Assim aconteceu até que, em 1848, confrontados com uma revolta contra um recém-deliberado abolicionismo faseado, os colonos dinamarqueses se viram obrigados a conceder aos escravos a liberdade.
De imediato, as plantações e o comércio, até então, altamente rentáveis, tornaram-se inviáveis. Como insustentável se provou a manutenção das longínquas Índias Ocidentais Dinamarquesas.
Os dinamarqueses partiram. Os ex-escravos ficaram. À imagem do sucedido nas restantes Índias Ocidentais, os seus descendentes constituem a maioria dos habitantes de cada ilha.
Quando encerramos a deambulação pelo forte e percorremos a Kirke Gade (Church Street), depressa testemunhamos uma expressão religiosa do que é, hoje, a sua vida.
Missa em Ritmo Gospel, na Velha Igreja Luterana de Christiansted
De entre as sucessivas moradias de madeira colorida da rua, destacava-se a torre da antiga Igreja Luterana da cidade, o actual Steeple Building.
Como a víamos do exterior da arcada que antes garantia sombra aos enriquecidos proprietários, uma bandeira Stars ‘n Stripes ondulava, invertida pelo vento morno.
Fotografávamos o seu frenesim azul-vermelho quando jovens afro-acólitas trajadas de vestidos e albas brancas e faixas vermelhas se agruparam à entrada.
Cruzamos a rua. Metemos conversa.
Apuramos que estava prestes a ter início uma missa.
Na sua génese, a igreja pode ter sido dinamarquesa e luterana. A cerimónia desenrolar-se-ia ao ritmo Baptista-Pentecostal característico do sul dos Estados Unidos.
Subimos ao coro. Admiramos a veemência do pastor e os Gospels contagiantes entoados pelos fiéis que complementavam o seu, já de si, semi-cantado, sermão.
De regresso à Church Street e à Christiansted em volta, cruzamo-nos com famílias estadounidenses.
Umas com casas veraneantes em Saint Croix, outras, como os Shelleys, residentes em pleno, apostados numa existência mais simples, suave ou aventureira que a proporcionada pelos E.U.A. continentais.
Passado mais de um século, a capital de Saint Croix mantém o nome dinamarquês e o colapso caribenho da Dinamarca continua a favorecer os americanos.
O Abandono da Dinamarca e a Aquisição Oportunista dos Estados Unidos
Em 1916, o resultado de um referendo nacional ditou que 64.2% dos dinamarqueses eram a favor da venda das suas Índias Ocidentais.
Os Estados Unidos concordaram em pagar 25 milhões de dólares, em ouro.

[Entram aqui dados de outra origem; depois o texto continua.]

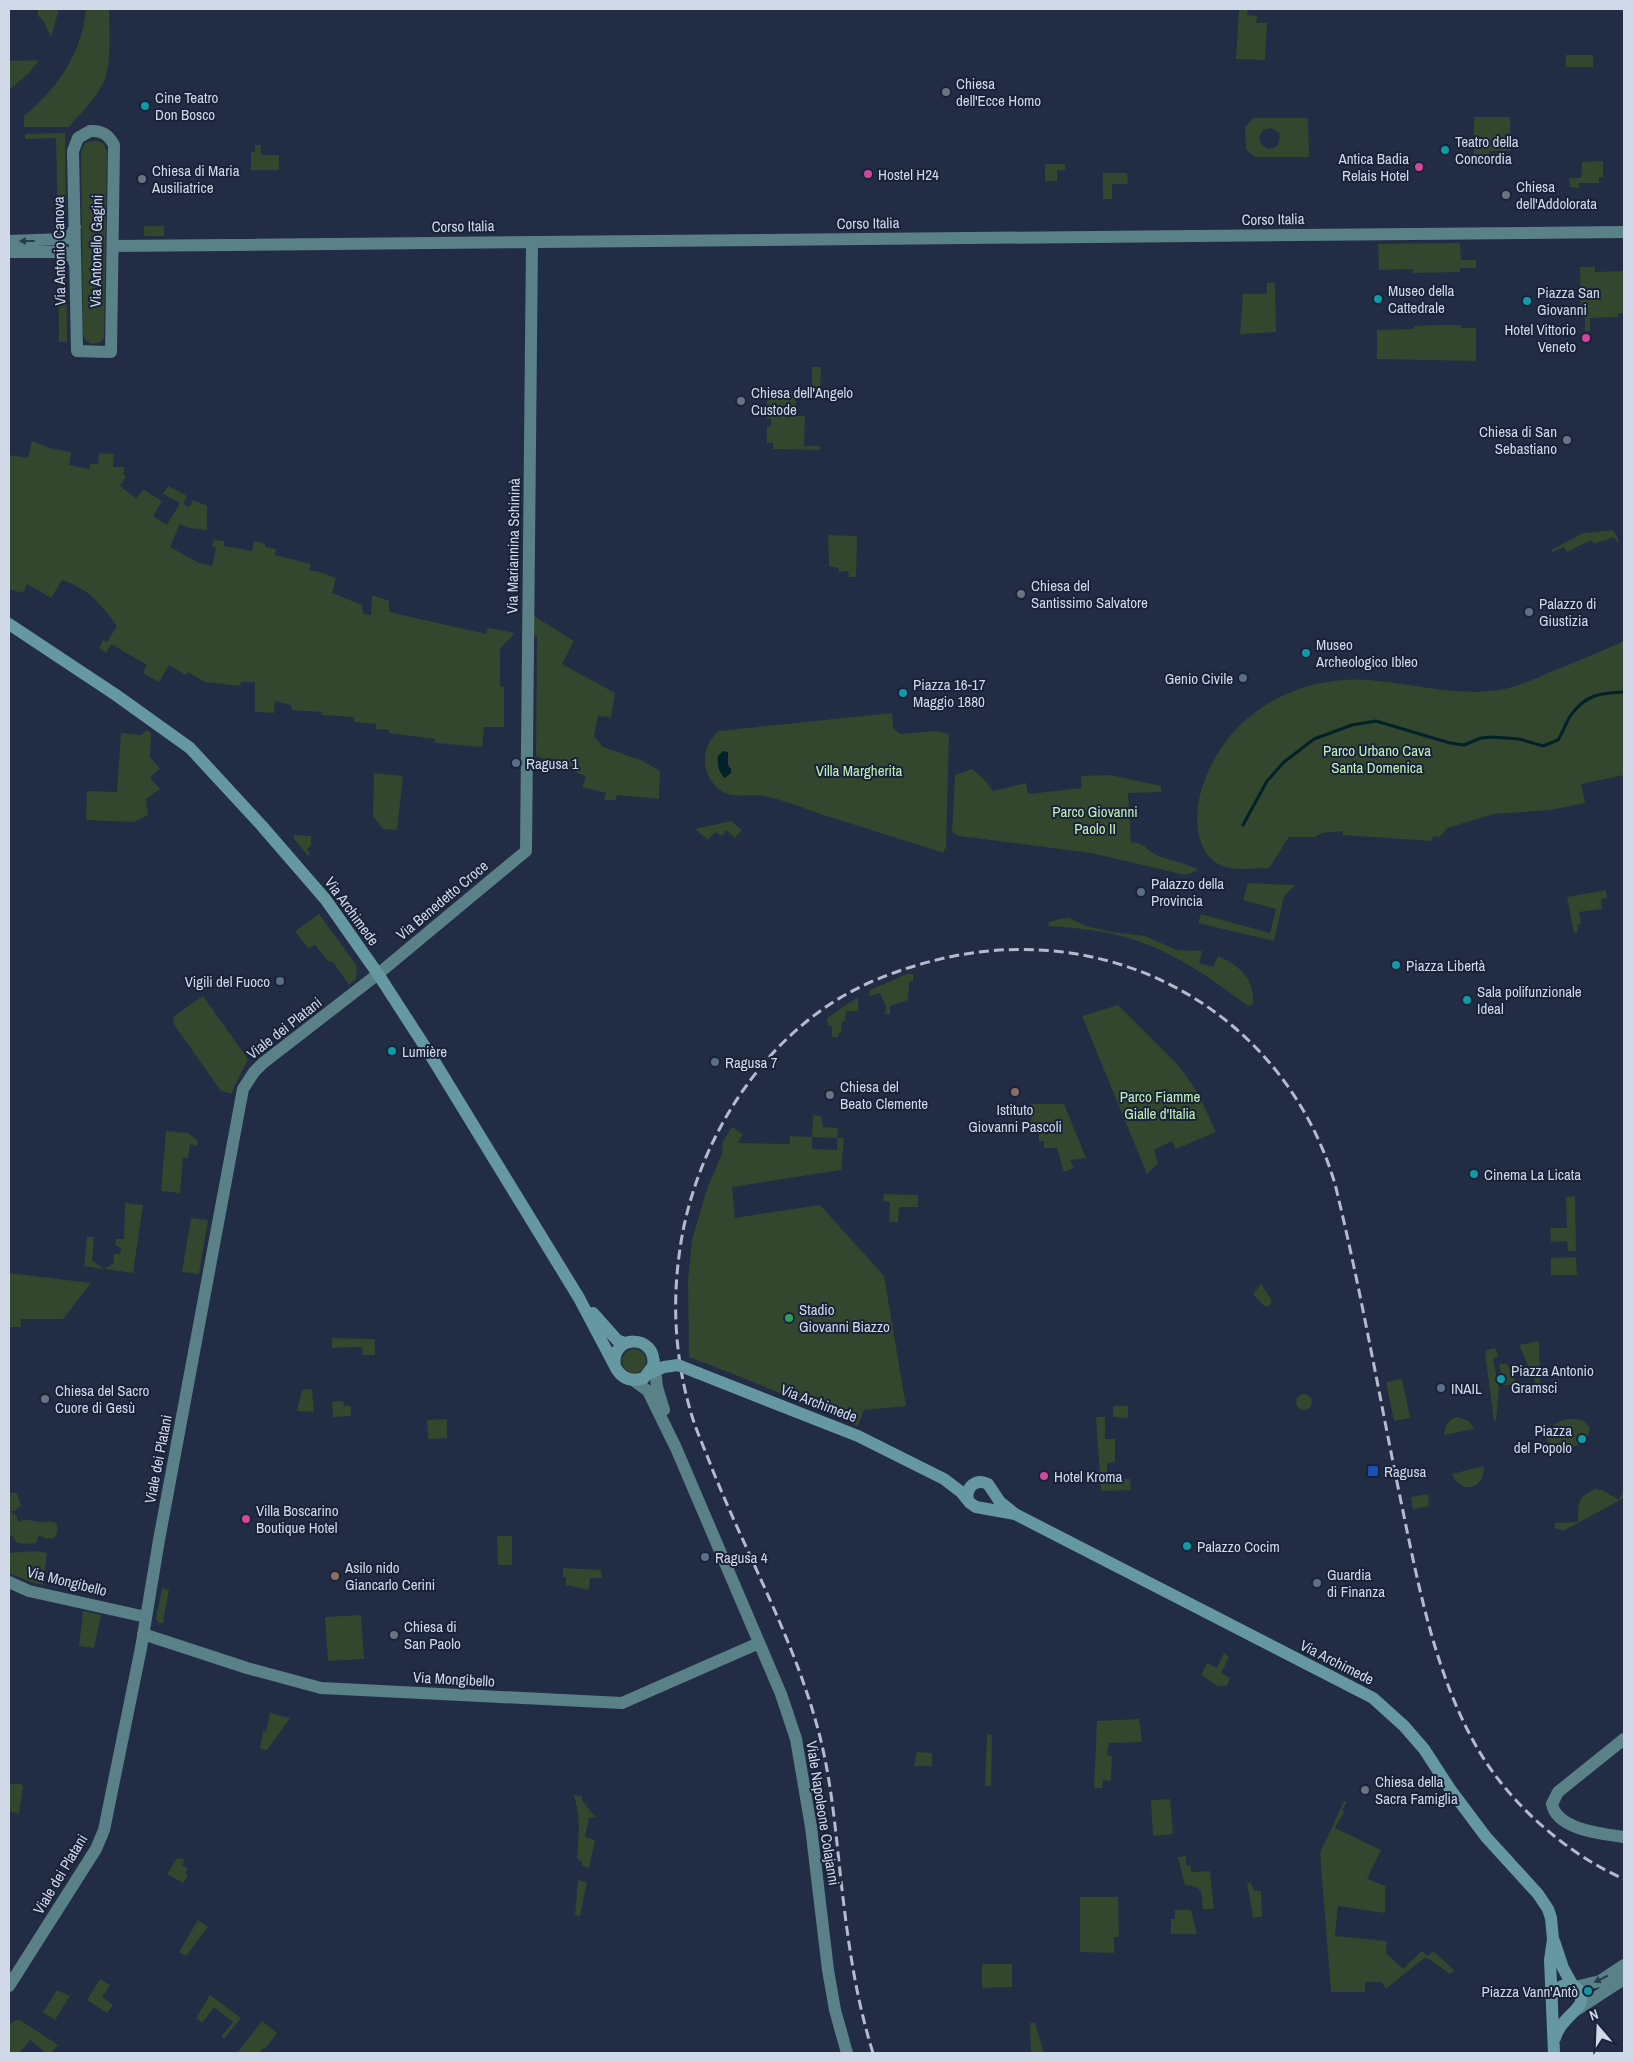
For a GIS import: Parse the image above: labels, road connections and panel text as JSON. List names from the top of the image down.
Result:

A transferência das ilhas oficializou-se em 1917. Dez anos depois, os nativos das recém-renomeadas Virgin Islands conquistaram a cidadania dos E.U.A.
Saint Croix faz parte do Território Organizado e Não-Incorporado das U.S.Virgin Islands.
Enquanto caminhamos pela boardwalk da cidade, as distintas eras de Christiansted continuam a insinuar-se.
Uma velha torre de moinho de cana-de-açúcar que resistiu à destruição dos furacões Irma e Maria, remete para os tempos dinamarqueses da escravatura.
Logo ao lado, no The Mill Boardwalk Bar e no Shupe’s Boardwalk, americanos em modo tropical, emborcam cervejas a ver futebol-americano na TV.
Aqui e ali, distraídos pelos mergulhos dos pelicanos a rasar as esplanadas dos estabelecimentos.